At the outset, it bears noting that this could be coincidence. The author acknowledges that possibility and then dismisses it, relying on his contention that “the economic news has been generally upbeat in the first half of 2004.” Holding aside the debatable characterization of the economic news as upbeat, doesn’t market theory emphasize that traders are very good at predicting such developments, so that we should have expected stock prices to incorporate the expected good news months ago?

But the real problem is that if there is a strong correlation here (as seems plausible), an obvious hypothesis is that the author has the causation backwards: when the markets decline, savvy political traders judge that Kerry has a better chance of winning. The markets, after all, both reflect economic activity — and expectations — and directly affect the wealth of millions of voters. Decreases in stock prices make people feel less wealthy and send a signal that the economy may not be doing so well. It seems rather obvious that both the reduction in wealth and the signal would tend to hurt the party in power, and help a challenger.

This hypothesis seems so obvious that I feel silly explicating it at any length. Yet the op-ed ignores it entirely.

The op-ed’s hypothesis is also possible. The same is true of the hypothesis that the markets decline for non-Kerry reasons but recognize that this helps Kerry and so decline more; but the same is also true of the hypothesis that the markets decline for non-Kerry reasons but recognize that this helps Kerry and so decline less (i.e., that the decline would be greater if it did not help Kerry).

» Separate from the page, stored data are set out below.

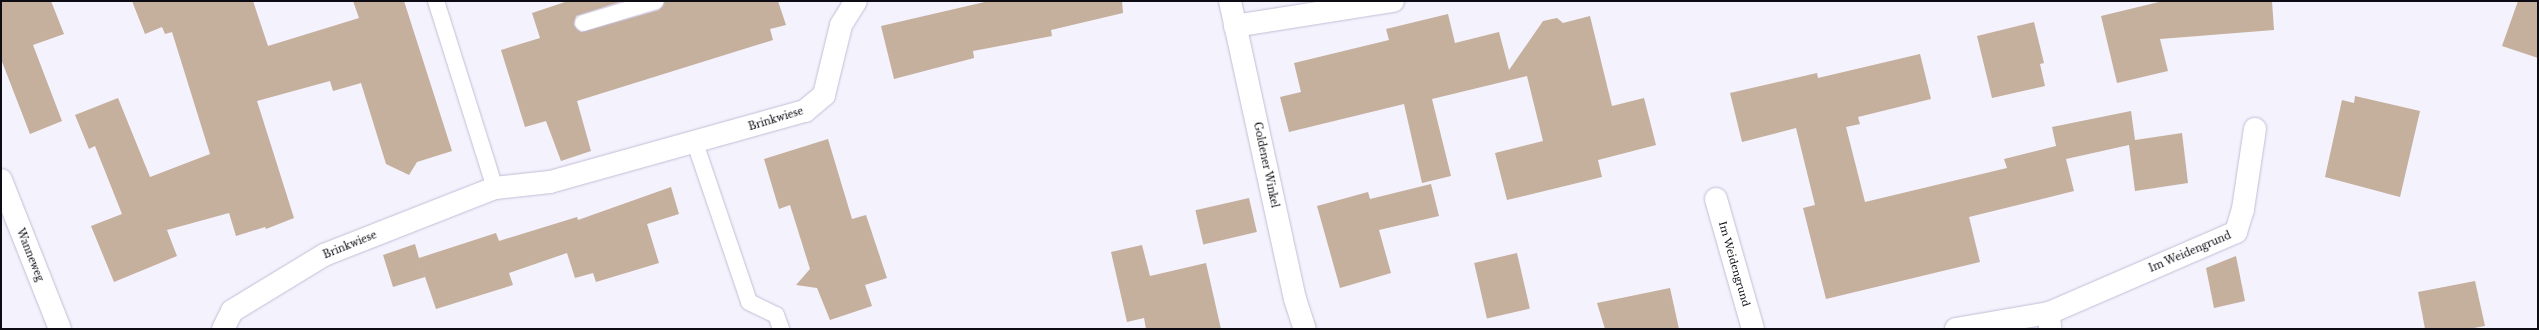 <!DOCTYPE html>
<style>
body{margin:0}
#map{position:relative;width:2539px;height:330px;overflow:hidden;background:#f4f2fd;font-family:"Libre Baskerville",serif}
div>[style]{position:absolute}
.building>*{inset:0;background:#c5af9d;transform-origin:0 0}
.roads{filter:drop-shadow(0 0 1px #c3bdd6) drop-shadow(0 0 1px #c3bdd6)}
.service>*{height:16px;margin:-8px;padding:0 8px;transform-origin:8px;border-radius:8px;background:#fff}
.minor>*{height:22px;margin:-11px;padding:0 11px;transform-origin:11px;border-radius:11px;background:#fff}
span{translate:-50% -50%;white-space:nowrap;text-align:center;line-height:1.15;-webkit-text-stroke:3.5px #fff;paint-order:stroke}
.street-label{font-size:10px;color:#0d0b13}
.frame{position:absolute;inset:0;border:2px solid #0d0b13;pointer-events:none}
</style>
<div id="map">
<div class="building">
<i style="clip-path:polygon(1px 1px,51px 1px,64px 34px,33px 45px,62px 121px,30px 134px,1px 59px)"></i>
<i style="clip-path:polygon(132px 1px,253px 1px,268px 46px,359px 18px,353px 1px,404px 1px,452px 151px,417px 162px,409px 175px,386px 164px,361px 83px,333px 91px,330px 81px,257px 101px,294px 218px,266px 229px,265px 227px,236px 236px,229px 213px,167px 230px,177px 256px,114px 282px,91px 226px,122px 214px,95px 146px,89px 149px,75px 115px,118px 98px,150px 177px,210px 154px,172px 32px,165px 34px,162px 27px,145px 34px)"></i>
<i style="clip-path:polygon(568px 1px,623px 1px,576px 16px,574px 25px,581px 32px,659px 10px,665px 1px,778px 1px,786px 25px,770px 29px,773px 40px,577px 101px,591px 151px,561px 161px,546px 121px,525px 127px,501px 50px,540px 38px,532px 13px)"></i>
<i style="clip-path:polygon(989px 1px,1122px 1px,1123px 13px,1051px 30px,1052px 36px,973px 51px,974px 58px,894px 79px,881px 26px)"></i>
<i style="clip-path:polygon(2163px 1px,2272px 1px,2274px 30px,2160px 39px,2168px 71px,2117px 83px,2101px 16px)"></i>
<i style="clip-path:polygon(2518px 1px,2538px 1px,2538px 58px,2502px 46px)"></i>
<i style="clip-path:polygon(1448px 14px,1455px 43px,1499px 32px,1509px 70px,1543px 21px,1557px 18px,1563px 23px,1590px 16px,1612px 106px,1644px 98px,1656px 145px,1598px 160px,1602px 177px,1507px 200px,1495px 153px,1543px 141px,1527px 76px,1432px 99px,1451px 176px,1422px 183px,1404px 104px,1289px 132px,1280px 97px,1301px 92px,1294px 63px,1389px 40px,1386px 29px)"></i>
<i style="clip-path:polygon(2034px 22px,2044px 63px,2040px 64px,2045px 86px,1992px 98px,1977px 36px)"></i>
<i style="clip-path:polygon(1920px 54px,1931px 99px,1858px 117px,1860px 124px,1846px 127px,1865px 202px,2007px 168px,2004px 159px,2056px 146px,2052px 127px,2131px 111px,2135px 140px,2182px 133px,2188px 183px,2135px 191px,2129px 145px,2066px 159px,2074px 191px,1969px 217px,1980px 262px,1826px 299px,1803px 208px,1815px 205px,1796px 128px,1742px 142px,1730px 93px,1817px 73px,1818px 78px)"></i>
<i style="clip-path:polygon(2355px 96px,2420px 111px,2400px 197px,2325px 177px,2342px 100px,2354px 103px)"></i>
<i style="clip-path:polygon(828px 139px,852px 219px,866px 215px,887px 278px,865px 285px,872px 306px,830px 320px,817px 288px,796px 285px,810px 269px,790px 205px,779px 209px,764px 159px)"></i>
<i style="clip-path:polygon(1431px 184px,1439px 216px,1379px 230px,1391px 273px,1340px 288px,1317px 206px,1368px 192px,1370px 199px)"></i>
<i style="clip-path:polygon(671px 187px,679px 214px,647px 224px,659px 263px,596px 282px,593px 273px,575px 278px,567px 253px,509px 273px,513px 285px,436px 309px,421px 265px,425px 277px,393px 287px,383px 255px,415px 244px,419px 258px,496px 233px,499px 241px,577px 217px,578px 220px)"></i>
<i style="left:1249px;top:198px;width:35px;height:55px;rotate:77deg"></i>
<i style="clip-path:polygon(1142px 245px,1150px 276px,1206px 263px,1221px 329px,1146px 329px,1144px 318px,1127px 322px,1111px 252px)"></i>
<i style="left:1517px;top:253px;width:57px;height:44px;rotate:77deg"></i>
<i style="clip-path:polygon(2236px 256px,2245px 301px,2214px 308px,2206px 268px)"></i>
<i style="clip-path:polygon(2475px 281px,2485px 326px,2468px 329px,2425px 329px,2418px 292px)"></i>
<i style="clip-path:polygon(1670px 288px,1679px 329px,1605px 329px,1597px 303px)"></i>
</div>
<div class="roads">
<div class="service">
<i style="left:436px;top:1px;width:196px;rotate:72.5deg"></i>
<i style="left:583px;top:23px;width:76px;rotate:-16.8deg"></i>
<i style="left:695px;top:143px;width:168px;rotate:71.2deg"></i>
<i style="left:749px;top:302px;width:30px;rotate:26deg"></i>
<i style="left:776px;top:315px;width:15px;rotate:70deg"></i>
</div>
<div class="minor">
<i style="left:1230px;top:1px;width:305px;rotate:77.7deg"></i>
<i style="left:1295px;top:299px;width:32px;rotate:72deg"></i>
<i style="left:1235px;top:26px;width:160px;rotate:-9deg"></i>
<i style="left:1px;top:180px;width:160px;rotate:68.4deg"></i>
<i style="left:1716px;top:199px;width:135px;rotate:74.1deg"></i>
<i style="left:2049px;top:313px;width:204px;rotate:-23.4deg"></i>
<i style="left:2236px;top:232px;width:24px;rotate:-73deg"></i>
<i style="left:2243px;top:209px;width:81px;rotate:-81.5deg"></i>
<i style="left:223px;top:329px;width:20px;rotate:-63deg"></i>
<i style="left:232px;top:311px;width:108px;rotate:-31.3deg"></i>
<i style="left:324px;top:255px;width:184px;rotate:-21.4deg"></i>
<i style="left:495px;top:188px;width:55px;rotate:-6.2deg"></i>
<i style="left:550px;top:182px;width:265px;rotate:-15.6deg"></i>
<i style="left:805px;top:111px;width:25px;rotate:-40deg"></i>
<i style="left:824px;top:95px;width:72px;rotate:-76.3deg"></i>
<i style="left:841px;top:25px;width:28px;rotate:-58deg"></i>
<i style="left:1956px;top:329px;width:94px;rotate:-9.8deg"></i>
<i style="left:2049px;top:313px;width:16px;rotate:86deg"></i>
</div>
</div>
<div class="street-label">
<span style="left:776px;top:119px;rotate:-17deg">Brinkwiese</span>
<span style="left:1266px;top:165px;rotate:78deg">Goldener Winkel</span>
<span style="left:350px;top:245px;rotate:-22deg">Brinkwiese</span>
<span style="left:2190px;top:252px;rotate:-23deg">Im Weidengrund</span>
<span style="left:30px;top:255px;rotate:68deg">Wanneweg</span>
<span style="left:1734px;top:264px;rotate:74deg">Im Weidengrund</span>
</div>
<div class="frame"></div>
</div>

I recognize, of course, that one is not obliged to respond to every counter-argument in an op-ed. But the possibility that the market’s decline is causing Kerry to rise, and not the reverse, seems sufficiently obvious that the failure to consider it makes the op-ed a bit silly. Or maybe this a witty parody — the author is actually a Kerry supporter who wrote an op-ed that was such an unpersuasive partisan hack job that it would discredit the intelligence and good faith of Kerry’s opponents. Those Kerry supporters sure are clever — and subtle.